Comedy cabaret is a hectic tribute to motherhood
WOMAN: It’s a Mother of a CabaretMelbourne Cabaret Fringe FestivalPerformer: Jodie StubbsVenue: The Butterfly Club, 5 Carson Pl, CBDUntil: July 14, at 8.30 each nightRating: ★★★★

REVIEW
By AMBER SCHULTZ

Career woman, cabaret singer, and mother Jodie Stubbs opened her cabaret comedy show  WOMAN: It’s a Mother of a Cabaret on Monday night with a powerful voice and stressed-out scowl.

The show, hosted at The Butterfly Club in one of Melbourne’s hidden laneways, creatively showed the constant and tiresome juggle of being a mother, career woman and feminist.
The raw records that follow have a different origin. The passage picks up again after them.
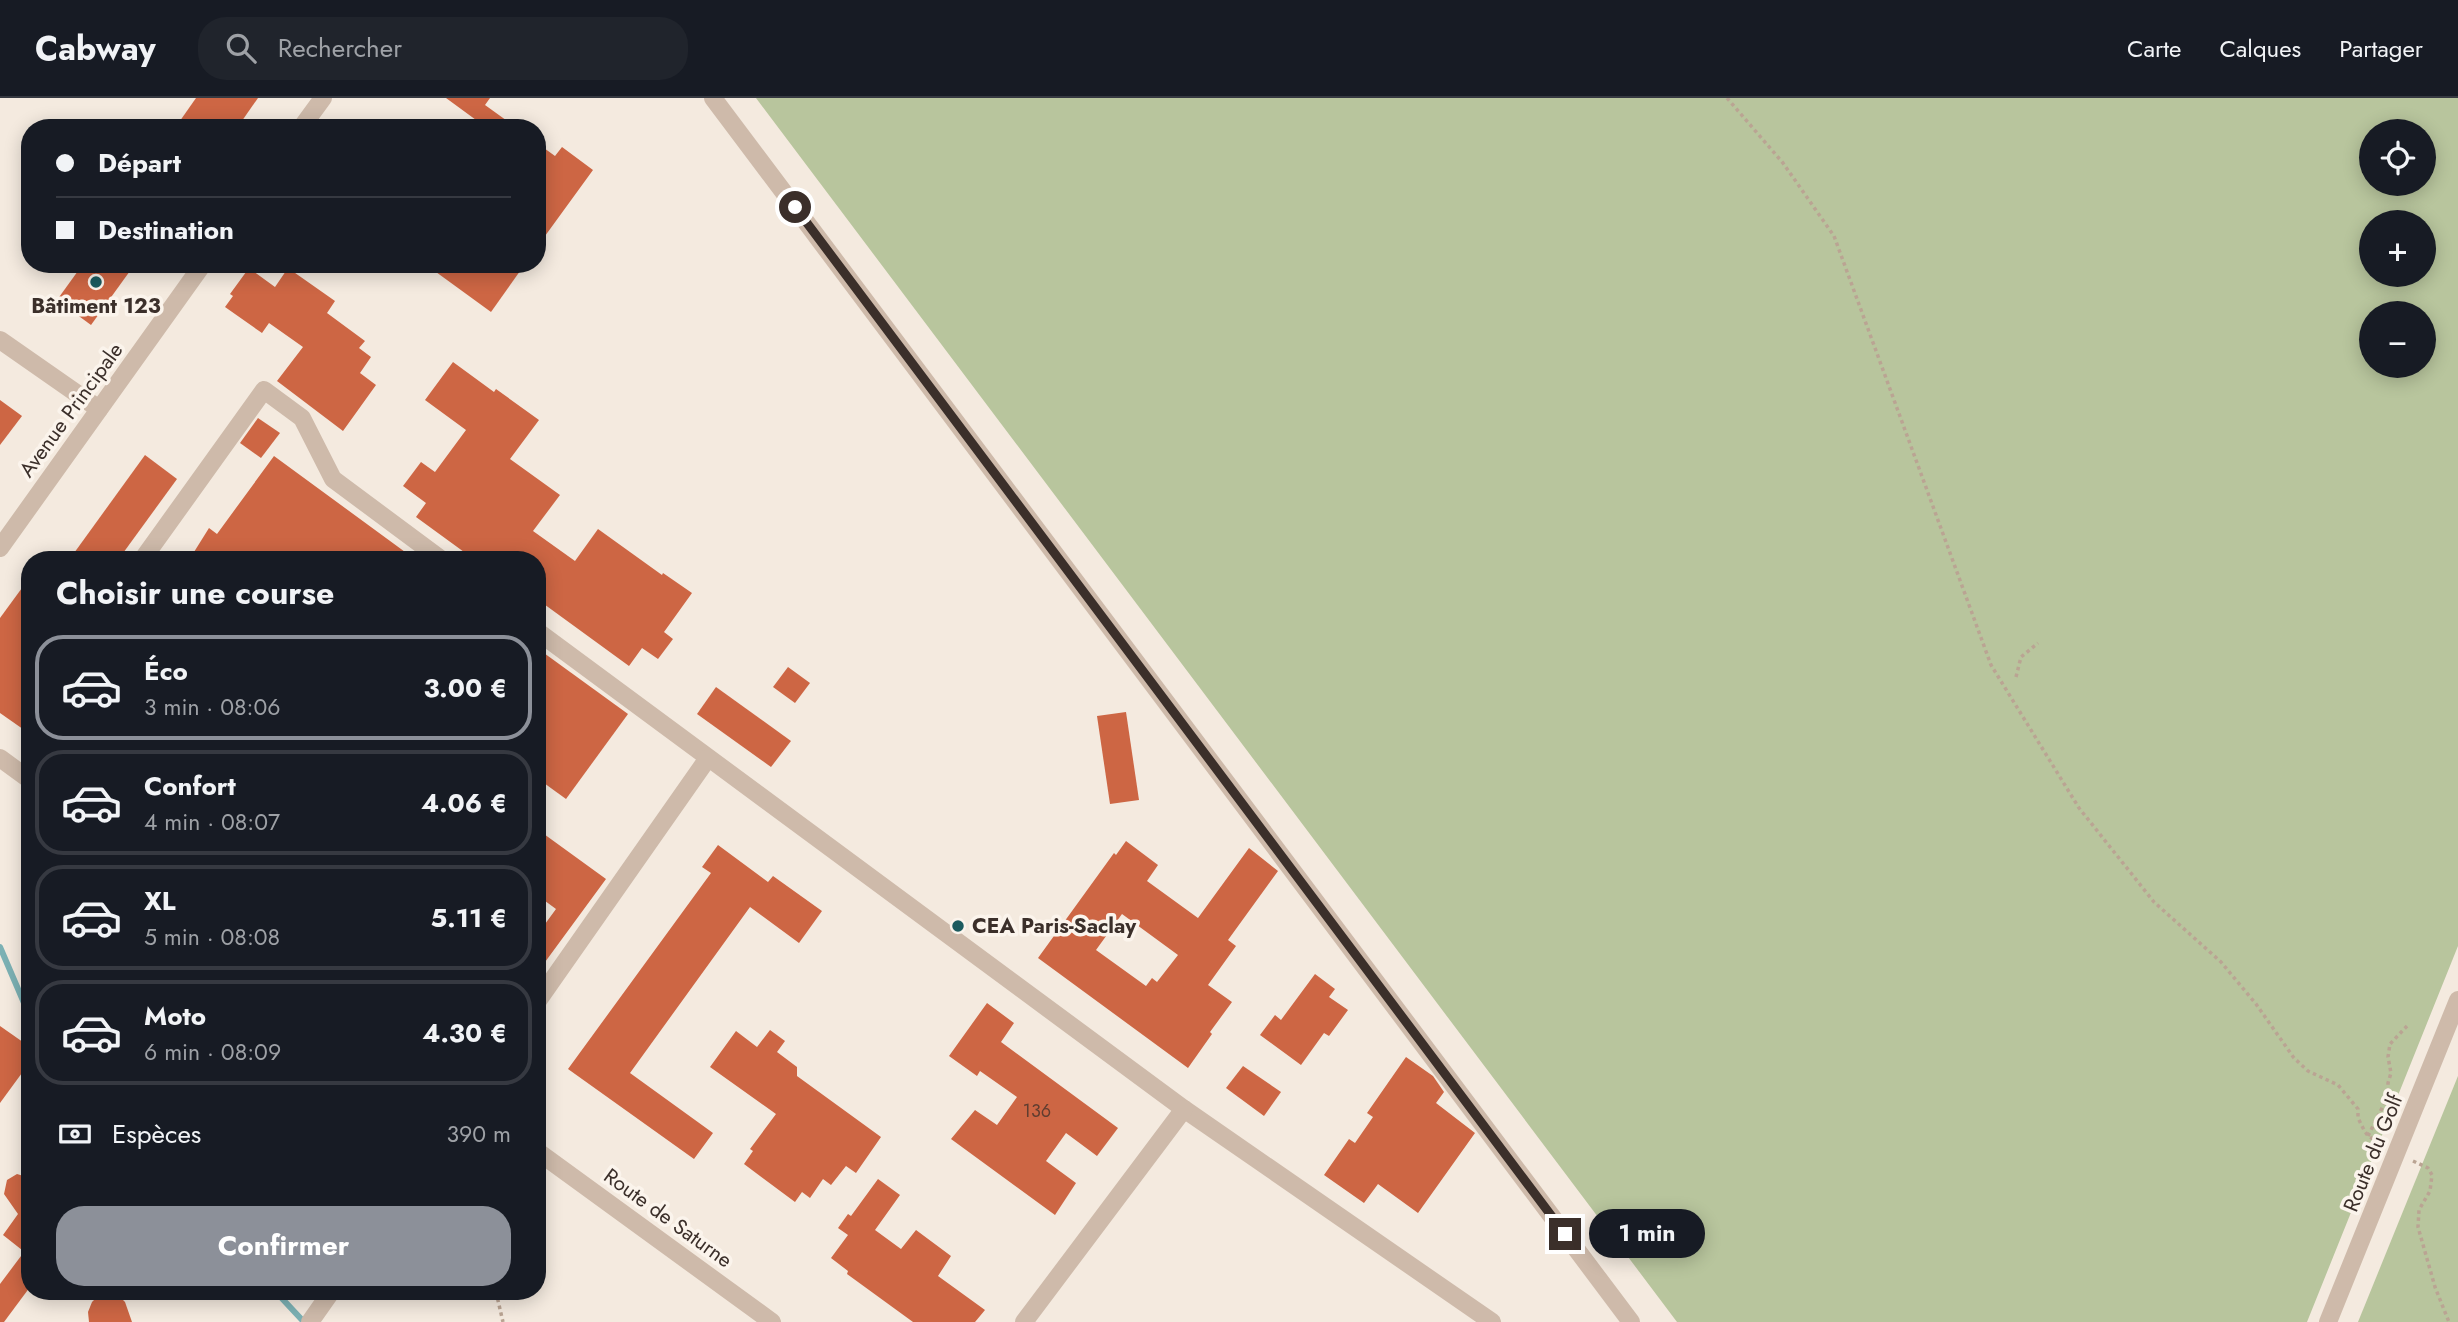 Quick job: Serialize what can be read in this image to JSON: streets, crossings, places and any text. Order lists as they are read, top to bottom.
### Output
{
  "streets": {
    "street": ["Avenue Principale", "Route du Golf", "Route de Saturne"]
  },
  "places": ["Bâtiment 123", "CEA Paris-Saclay"],
  "house_numbers": ["136"],
  "page": {
    "header": "Cabway",
    "search": "Rechercher",
    "nav": ["Carte", "Calques", "Partager"],
    "map_buttons": ["+", "−"],
    "banner": ["Départ", "Destination"],
    "heading": "Choisir une course",
    "list": [
      {
        "name": "Éco",
        "note": "3 min · 08:06",
        "value": "3.00 €"
      },
      {
        "name": "Confort",
        "note": "4 min · 08:07",
        "value": "4.06 €"
      },
      {
        "name": "XL",
        "note": "5 min · 08:08",
        "value": "5.11 €"
      },
      {
        "name": "Moto",
        "note": "6 min · 08:09",
        "value": "4.30 €"
      }
    ],
    "pay": ["Espèces", "390 m"],
    "buttons": "Confirmer",
    "bubble": "1 min"
  }
}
Stubbs' performance consisted of singing, panicking, and fast costume changes. Beginning in the 1800s and spanning to modern day, Stubbs attempted to chronicle the fight for the feminist movement through cabaret.

In full makeup, a flapper dress, and adorned with glittering jewellery, Stubbed looked regal and ready to perform – until she was interrupted by her phone ringing.

Throughout the show, Stubbs’ singing and chain of thought were disrupted by the sound of messages pinging about her two children.

“Oh, do you think it’s the babysitter?” she asked the audience.

“I better just get this quickly… talk amongst yourselves.”

Deliberately disjointed and hectic, the show felt chaotic and at times rushed with the mother of two’s performance interrupted by the constant phone calls or Stubbs’ own panicking.

When Stubbs finally succumbed and answered the phone, she doled out instructions to the babysitter to the theme of Mission Impossible.

“Give Gracie the iPad and break open the emergency Cadbury. Desperate times call for desperate measures and at this point, I really don’t care.”

Hanging up with a sigh, she turned to the audience.

“Where were we? Oh, right, the systemic oppression of women,” she said.

When she began ranting, Stubbs was interrupted by her male keyboardist, James Butler.

Butler’s presence, while comedic, missed its mark. In a show discussing identity politics and feminism, the only time Butler spoke was to interrupt Stubbs to calm her down –without offering assistance or support.

Unfortunately, Butler’s performance wasn’t intentionally ironic, and was a missed opportunity for continued social commentary.

A prominent theme of the show, performed to a small crowd seated on pews in the kooky space, was identity, and the tenuous grasp mothers have on their own.

“I can be everything I want to be, just not all of it at the same time,” Stubbs said, referring to her career, ideals, and motherhood.

Trying to be the best mother she can, Stubbs sang about being made to feel “two feet tall” for being  “just a mother, just a wife”.

Her show criticised the judgment received by society for any choice a mother makes.

In turn, her performance was peppered with spiteful jealousy and scorn for mothers who seem to have their act together.

Stubbs ended the show with a song and one final tribute to a mother’s identity.

“Even though I was a mum, I wasn’t just a mum ... I was me,” she sang.

With a voice that deserved more than the plywood stage she performed on, Stubbs' show was turbulent and disordered – much like a mother’s life.

While the show had prominent feminist themes, the comedic elements made it accessible to male members of the audience.

For an unusual, unique, and flurried and frenzied show, it's worth checking out Jodie Stubbs in WOMAN: It’s a Mother of a Cabaret at the Butterfly Club as part of the Melbourne Cabaret Fringe Festival.